* [Aim of the task] Report each line of the records where "family" occurs.

* [Records to use]
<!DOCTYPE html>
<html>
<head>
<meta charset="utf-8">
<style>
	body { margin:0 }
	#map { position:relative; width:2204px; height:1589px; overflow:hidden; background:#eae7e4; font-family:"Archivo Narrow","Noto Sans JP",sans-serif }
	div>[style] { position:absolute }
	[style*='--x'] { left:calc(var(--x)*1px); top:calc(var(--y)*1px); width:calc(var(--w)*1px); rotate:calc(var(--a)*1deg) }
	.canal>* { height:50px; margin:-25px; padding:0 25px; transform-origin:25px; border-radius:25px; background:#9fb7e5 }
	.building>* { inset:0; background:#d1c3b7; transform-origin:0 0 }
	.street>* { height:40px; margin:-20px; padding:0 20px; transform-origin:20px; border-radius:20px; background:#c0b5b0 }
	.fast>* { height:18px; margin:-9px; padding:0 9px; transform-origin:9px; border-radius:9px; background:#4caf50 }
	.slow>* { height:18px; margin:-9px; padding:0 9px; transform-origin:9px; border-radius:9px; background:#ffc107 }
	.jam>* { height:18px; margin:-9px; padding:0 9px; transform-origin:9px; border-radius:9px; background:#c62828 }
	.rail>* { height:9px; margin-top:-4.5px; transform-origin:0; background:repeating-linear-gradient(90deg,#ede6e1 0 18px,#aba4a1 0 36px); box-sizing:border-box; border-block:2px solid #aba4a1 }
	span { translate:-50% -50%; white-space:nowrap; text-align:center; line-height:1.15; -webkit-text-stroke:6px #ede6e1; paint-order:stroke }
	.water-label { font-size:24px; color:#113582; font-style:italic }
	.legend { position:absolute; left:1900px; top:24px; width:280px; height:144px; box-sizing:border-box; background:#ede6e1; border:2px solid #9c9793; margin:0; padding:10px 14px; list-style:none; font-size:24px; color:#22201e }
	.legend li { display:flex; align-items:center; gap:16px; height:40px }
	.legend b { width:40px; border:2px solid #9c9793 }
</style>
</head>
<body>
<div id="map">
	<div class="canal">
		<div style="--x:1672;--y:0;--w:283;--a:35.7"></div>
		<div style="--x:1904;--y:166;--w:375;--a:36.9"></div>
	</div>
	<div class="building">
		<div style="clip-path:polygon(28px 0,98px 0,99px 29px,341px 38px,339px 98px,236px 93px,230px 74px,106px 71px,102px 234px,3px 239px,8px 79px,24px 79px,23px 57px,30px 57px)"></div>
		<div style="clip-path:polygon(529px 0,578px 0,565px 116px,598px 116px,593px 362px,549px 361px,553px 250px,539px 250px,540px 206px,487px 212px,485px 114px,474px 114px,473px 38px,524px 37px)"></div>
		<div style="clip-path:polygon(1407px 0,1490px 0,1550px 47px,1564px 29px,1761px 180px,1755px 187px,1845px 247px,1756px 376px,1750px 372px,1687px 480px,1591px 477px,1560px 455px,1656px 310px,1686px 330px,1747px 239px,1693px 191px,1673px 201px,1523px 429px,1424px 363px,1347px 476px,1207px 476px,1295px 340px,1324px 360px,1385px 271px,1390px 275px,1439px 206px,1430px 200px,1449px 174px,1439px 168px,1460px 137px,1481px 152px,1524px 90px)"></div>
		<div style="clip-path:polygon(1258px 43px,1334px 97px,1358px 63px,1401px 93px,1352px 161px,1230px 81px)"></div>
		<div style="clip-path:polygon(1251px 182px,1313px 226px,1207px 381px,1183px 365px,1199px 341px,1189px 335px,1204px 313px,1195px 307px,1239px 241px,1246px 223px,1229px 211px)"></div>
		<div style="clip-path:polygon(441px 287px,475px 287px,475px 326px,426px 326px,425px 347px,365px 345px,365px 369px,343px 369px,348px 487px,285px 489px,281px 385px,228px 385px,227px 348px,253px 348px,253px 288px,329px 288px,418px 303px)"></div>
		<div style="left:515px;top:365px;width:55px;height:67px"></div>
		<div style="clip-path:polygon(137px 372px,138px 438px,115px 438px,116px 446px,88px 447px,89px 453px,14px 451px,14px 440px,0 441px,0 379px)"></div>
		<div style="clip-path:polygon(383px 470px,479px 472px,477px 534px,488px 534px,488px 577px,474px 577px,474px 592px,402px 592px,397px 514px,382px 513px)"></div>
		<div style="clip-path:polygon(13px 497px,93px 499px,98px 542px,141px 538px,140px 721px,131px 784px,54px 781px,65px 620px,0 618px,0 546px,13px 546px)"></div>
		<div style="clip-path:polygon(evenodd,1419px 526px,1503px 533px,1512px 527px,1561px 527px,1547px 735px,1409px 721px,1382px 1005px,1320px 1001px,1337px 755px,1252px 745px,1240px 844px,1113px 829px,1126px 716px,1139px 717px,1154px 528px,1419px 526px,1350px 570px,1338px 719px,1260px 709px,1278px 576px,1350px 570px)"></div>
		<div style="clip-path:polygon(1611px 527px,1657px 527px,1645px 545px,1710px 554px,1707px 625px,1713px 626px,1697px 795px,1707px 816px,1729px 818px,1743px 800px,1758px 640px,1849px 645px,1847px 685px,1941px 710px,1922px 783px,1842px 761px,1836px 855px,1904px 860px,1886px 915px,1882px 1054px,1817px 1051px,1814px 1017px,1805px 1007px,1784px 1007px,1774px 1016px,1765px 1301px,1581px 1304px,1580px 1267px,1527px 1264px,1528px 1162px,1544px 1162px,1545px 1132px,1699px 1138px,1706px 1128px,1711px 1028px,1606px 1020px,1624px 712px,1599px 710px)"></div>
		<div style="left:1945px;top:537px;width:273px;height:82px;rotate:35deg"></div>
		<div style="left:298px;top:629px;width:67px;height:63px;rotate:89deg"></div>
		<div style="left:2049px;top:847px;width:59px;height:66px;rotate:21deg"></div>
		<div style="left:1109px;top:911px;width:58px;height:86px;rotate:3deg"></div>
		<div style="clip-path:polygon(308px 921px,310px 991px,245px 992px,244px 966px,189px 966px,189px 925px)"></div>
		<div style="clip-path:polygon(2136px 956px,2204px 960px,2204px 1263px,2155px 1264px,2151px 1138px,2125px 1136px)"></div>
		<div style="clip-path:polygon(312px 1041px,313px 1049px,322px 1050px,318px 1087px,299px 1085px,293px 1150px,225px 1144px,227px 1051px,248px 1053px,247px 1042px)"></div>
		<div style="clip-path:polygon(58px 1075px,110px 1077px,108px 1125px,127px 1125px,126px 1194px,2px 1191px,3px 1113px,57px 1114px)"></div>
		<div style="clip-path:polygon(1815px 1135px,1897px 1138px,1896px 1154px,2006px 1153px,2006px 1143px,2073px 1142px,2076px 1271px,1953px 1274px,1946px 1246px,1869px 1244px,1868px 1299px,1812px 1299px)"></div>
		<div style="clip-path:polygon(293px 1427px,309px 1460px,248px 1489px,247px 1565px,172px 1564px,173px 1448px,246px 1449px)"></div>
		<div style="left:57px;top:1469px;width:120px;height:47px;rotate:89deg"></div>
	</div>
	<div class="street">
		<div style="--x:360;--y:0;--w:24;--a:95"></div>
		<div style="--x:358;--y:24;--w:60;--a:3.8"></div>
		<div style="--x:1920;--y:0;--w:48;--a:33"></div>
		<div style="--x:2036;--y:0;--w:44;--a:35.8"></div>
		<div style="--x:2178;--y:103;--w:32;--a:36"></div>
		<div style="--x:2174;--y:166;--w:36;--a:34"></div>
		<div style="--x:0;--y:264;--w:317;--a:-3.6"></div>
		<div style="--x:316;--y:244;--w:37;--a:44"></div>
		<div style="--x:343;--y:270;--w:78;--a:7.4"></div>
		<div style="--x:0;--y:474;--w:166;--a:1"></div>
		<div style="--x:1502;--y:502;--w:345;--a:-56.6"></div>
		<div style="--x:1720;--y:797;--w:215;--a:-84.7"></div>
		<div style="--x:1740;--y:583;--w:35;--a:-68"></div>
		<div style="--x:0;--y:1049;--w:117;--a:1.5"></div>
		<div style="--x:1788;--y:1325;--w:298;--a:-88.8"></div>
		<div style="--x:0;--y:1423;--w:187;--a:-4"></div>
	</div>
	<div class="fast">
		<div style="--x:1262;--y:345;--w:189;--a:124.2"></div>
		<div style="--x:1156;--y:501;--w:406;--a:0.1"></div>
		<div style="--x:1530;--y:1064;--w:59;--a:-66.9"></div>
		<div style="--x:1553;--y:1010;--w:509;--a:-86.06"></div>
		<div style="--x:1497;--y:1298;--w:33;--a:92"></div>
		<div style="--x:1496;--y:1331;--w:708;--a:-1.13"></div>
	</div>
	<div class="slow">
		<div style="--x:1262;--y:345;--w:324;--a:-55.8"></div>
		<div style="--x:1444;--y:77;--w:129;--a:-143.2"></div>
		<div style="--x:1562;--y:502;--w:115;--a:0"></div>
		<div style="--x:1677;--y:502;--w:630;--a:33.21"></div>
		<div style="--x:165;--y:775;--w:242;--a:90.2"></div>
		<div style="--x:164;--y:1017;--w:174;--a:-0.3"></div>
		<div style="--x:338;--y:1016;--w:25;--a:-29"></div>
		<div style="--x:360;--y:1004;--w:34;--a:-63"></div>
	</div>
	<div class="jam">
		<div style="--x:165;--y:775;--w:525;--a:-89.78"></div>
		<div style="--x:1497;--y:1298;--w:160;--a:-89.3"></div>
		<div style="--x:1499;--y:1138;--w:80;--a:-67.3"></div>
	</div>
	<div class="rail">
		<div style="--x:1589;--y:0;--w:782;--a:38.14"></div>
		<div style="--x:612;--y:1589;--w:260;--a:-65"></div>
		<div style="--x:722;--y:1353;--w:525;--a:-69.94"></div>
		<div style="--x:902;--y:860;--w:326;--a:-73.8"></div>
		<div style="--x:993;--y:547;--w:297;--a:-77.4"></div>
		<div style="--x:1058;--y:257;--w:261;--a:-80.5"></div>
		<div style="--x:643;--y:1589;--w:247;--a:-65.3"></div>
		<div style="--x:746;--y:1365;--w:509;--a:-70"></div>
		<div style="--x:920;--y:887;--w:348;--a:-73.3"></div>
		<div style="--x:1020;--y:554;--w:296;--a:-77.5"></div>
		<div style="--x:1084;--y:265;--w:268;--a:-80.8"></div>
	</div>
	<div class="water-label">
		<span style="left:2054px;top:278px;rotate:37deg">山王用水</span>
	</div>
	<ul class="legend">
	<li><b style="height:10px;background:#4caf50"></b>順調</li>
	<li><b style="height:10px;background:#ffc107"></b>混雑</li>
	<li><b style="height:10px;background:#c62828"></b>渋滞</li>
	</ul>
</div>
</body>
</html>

--

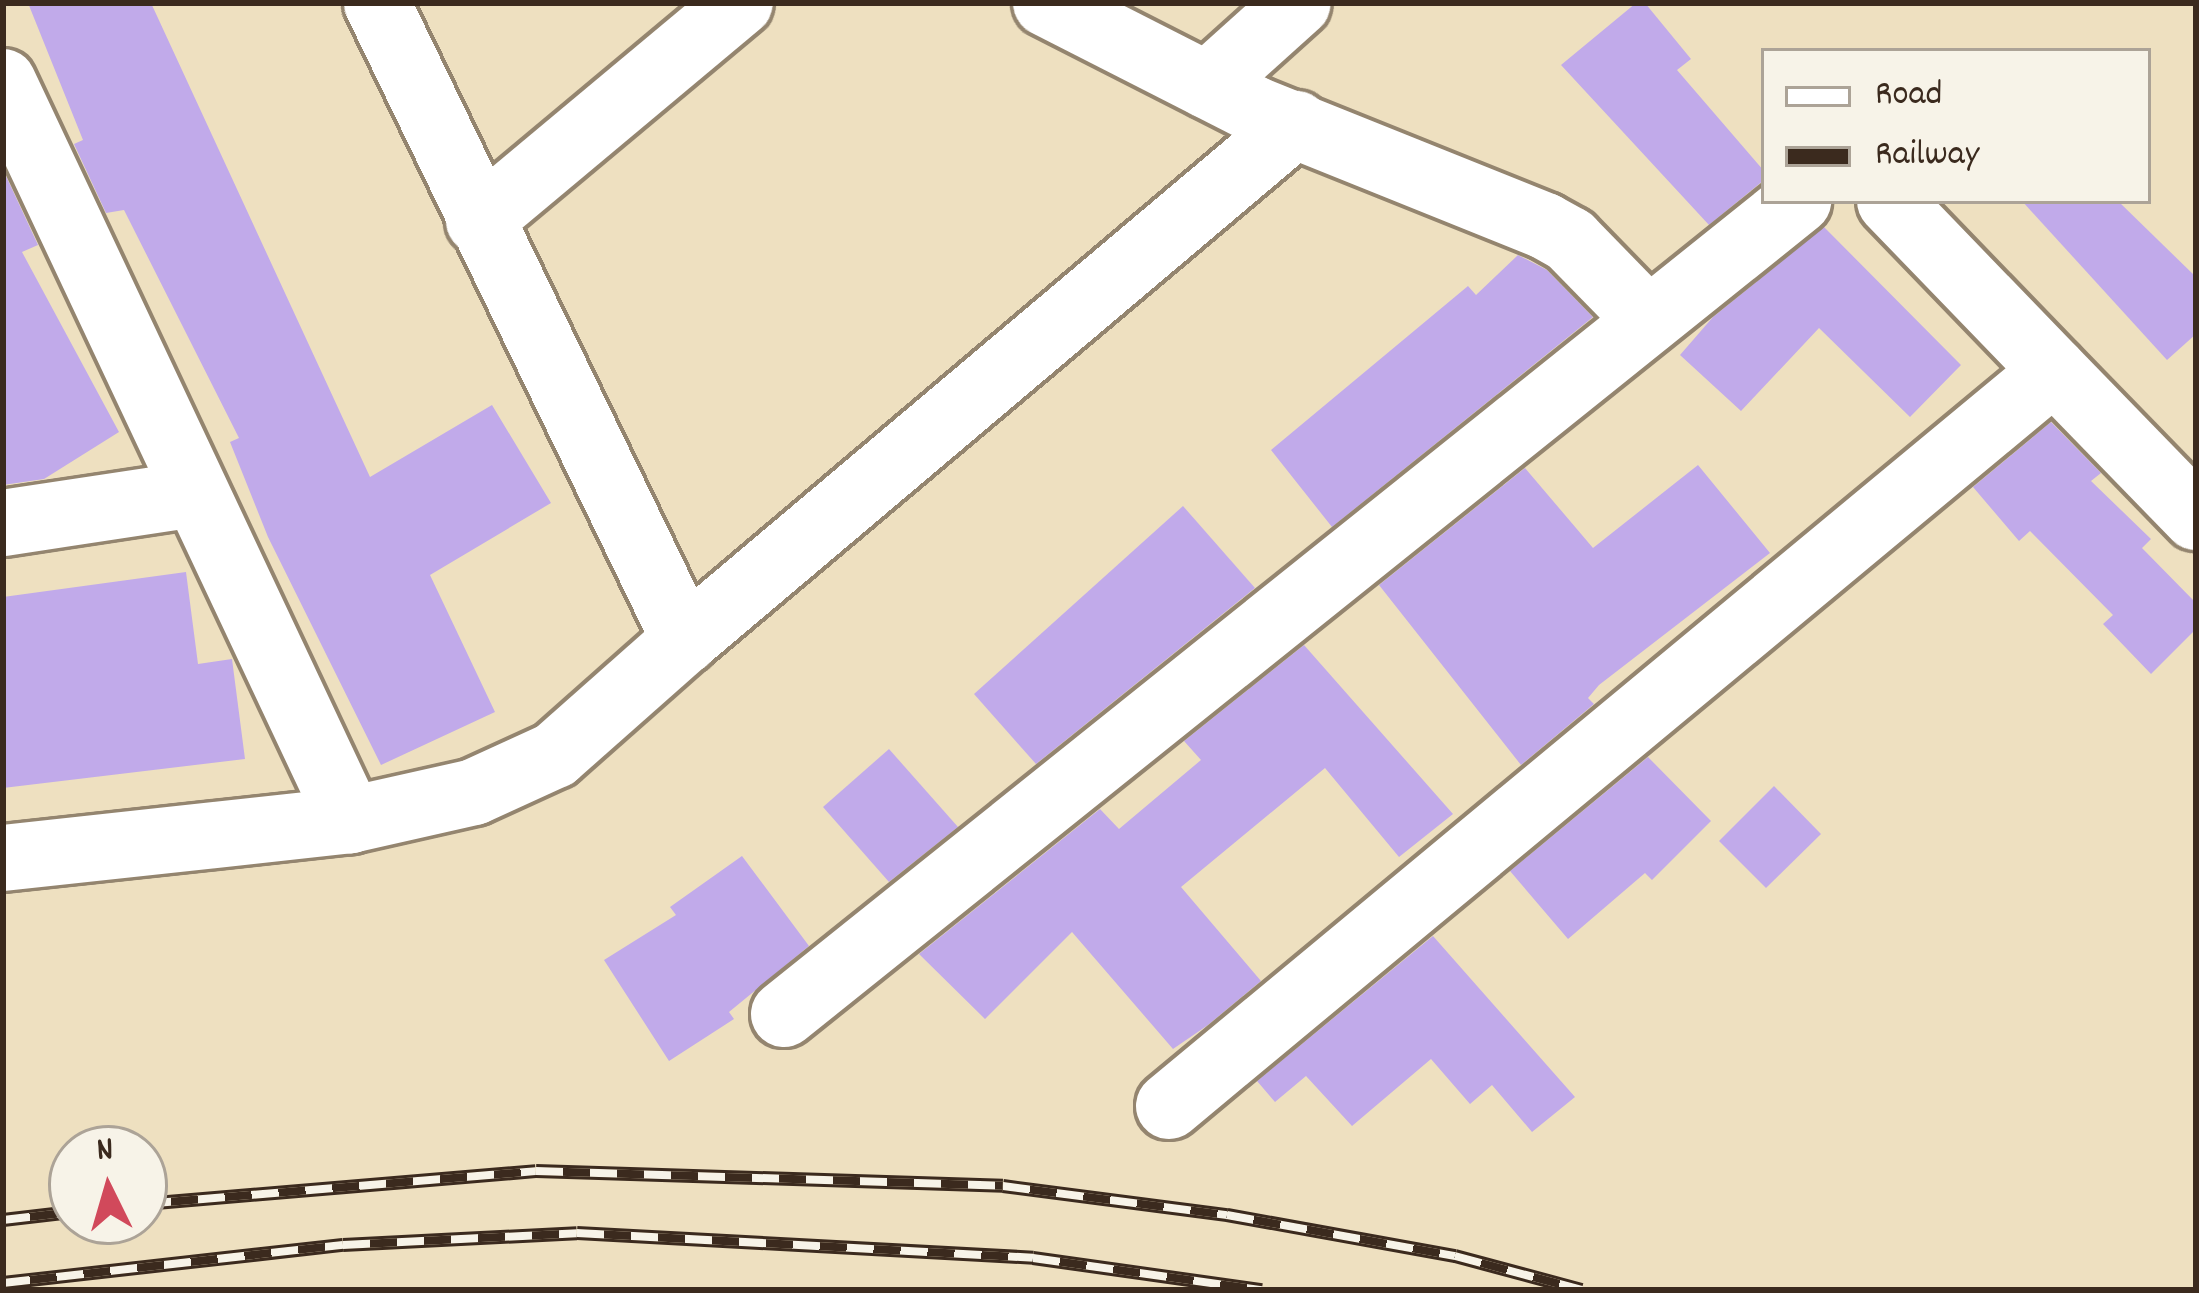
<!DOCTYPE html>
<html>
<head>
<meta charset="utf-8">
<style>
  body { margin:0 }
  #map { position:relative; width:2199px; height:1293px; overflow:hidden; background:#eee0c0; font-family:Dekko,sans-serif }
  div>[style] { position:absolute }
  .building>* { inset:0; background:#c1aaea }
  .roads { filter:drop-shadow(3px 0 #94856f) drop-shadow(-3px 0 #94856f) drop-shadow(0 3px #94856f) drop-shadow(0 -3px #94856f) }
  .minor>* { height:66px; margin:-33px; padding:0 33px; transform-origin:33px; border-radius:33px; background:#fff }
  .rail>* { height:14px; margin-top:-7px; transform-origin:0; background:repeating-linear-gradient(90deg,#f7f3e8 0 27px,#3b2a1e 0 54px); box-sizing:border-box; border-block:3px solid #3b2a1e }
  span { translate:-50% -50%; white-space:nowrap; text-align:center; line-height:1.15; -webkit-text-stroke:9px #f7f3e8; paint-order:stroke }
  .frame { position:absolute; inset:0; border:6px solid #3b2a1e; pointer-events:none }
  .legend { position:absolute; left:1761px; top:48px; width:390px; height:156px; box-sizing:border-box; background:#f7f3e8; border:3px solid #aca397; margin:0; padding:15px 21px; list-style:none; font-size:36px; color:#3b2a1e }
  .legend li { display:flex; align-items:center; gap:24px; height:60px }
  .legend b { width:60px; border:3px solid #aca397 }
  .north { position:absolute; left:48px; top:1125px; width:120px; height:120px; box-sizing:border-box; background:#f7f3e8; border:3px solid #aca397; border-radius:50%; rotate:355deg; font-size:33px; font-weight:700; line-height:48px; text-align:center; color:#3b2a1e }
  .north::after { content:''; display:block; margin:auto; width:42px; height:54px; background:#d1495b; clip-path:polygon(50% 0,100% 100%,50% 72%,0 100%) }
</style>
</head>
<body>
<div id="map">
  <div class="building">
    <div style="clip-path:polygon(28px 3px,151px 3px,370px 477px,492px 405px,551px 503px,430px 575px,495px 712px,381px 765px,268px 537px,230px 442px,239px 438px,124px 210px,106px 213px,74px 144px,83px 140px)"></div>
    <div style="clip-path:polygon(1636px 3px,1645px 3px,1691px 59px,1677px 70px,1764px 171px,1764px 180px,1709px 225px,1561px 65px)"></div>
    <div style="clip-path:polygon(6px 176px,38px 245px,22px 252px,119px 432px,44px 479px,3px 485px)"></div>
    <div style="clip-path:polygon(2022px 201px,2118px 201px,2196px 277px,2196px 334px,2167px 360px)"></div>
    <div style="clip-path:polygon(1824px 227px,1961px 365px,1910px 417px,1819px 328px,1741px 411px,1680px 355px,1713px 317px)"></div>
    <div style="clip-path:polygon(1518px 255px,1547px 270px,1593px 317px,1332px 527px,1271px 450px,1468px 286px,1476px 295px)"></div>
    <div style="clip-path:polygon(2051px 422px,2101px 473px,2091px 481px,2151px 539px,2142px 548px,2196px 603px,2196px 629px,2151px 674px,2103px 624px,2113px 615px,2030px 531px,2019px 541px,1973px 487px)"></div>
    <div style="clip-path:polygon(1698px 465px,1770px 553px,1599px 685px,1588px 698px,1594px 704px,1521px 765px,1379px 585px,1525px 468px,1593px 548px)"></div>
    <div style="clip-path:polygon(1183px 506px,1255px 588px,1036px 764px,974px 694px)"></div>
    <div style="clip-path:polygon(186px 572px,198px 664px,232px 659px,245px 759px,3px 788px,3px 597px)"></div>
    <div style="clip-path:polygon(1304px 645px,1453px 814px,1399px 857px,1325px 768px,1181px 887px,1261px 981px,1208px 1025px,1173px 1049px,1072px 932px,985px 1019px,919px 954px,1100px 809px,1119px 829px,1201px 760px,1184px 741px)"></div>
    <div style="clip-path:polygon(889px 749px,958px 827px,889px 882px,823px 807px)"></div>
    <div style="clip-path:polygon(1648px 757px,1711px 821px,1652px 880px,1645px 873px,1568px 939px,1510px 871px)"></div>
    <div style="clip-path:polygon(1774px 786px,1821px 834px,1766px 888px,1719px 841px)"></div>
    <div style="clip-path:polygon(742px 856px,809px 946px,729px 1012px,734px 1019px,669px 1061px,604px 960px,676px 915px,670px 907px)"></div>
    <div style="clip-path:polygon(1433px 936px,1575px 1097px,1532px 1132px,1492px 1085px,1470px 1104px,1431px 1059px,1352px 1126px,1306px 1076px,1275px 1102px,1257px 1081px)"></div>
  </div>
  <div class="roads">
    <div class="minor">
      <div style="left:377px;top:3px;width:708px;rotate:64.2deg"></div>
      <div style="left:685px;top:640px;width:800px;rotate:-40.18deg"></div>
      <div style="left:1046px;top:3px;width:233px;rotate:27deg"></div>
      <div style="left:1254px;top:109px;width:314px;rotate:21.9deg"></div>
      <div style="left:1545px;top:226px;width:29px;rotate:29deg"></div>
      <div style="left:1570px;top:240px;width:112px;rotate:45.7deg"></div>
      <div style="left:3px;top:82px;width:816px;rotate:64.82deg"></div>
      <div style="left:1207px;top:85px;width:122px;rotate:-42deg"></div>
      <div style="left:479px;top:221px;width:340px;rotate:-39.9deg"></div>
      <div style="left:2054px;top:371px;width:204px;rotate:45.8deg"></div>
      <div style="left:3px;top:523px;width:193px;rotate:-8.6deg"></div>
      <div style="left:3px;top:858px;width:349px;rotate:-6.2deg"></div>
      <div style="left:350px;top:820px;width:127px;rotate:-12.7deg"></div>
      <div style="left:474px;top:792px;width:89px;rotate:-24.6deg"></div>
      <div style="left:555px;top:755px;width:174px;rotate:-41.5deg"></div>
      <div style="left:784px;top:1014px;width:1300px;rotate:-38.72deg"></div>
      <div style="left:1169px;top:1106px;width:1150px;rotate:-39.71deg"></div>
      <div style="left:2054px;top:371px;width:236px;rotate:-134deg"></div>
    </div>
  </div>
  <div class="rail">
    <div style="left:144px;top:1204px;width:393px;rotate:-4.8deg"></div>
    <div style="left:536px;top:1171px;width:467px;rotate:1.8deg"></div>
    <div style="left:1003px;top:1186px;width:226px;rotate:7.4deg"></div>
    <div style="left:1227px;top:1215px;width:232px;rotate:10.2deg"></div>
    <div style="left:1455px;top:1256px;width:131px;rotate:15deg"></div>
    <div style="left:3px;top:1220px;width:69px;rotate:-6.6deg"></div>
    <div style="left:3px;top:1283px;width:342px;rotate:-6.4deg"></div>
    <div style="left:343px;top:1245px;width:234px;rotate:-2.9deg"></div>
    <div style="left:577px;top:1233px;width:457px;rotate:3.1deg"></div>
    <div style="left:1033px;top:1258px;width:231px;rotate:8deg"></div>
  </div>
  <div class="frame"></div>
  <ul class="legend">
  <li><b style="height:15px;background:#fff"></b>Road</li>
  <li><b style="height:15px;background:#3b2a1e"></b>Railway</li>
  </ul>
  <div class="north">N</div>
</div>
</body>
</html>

* [Your response]
	#map { position:relative; width:2204px; height:1589px; overflow:hidden; background:#eae7e4; font-family:"Archivo Narrow","Noto Sans JP",sans-serif }
  #map { position:relative; width:2199px; height:1293px; overflow:hidden; background:#eee0c0; font-family:Dekko,sans-serif }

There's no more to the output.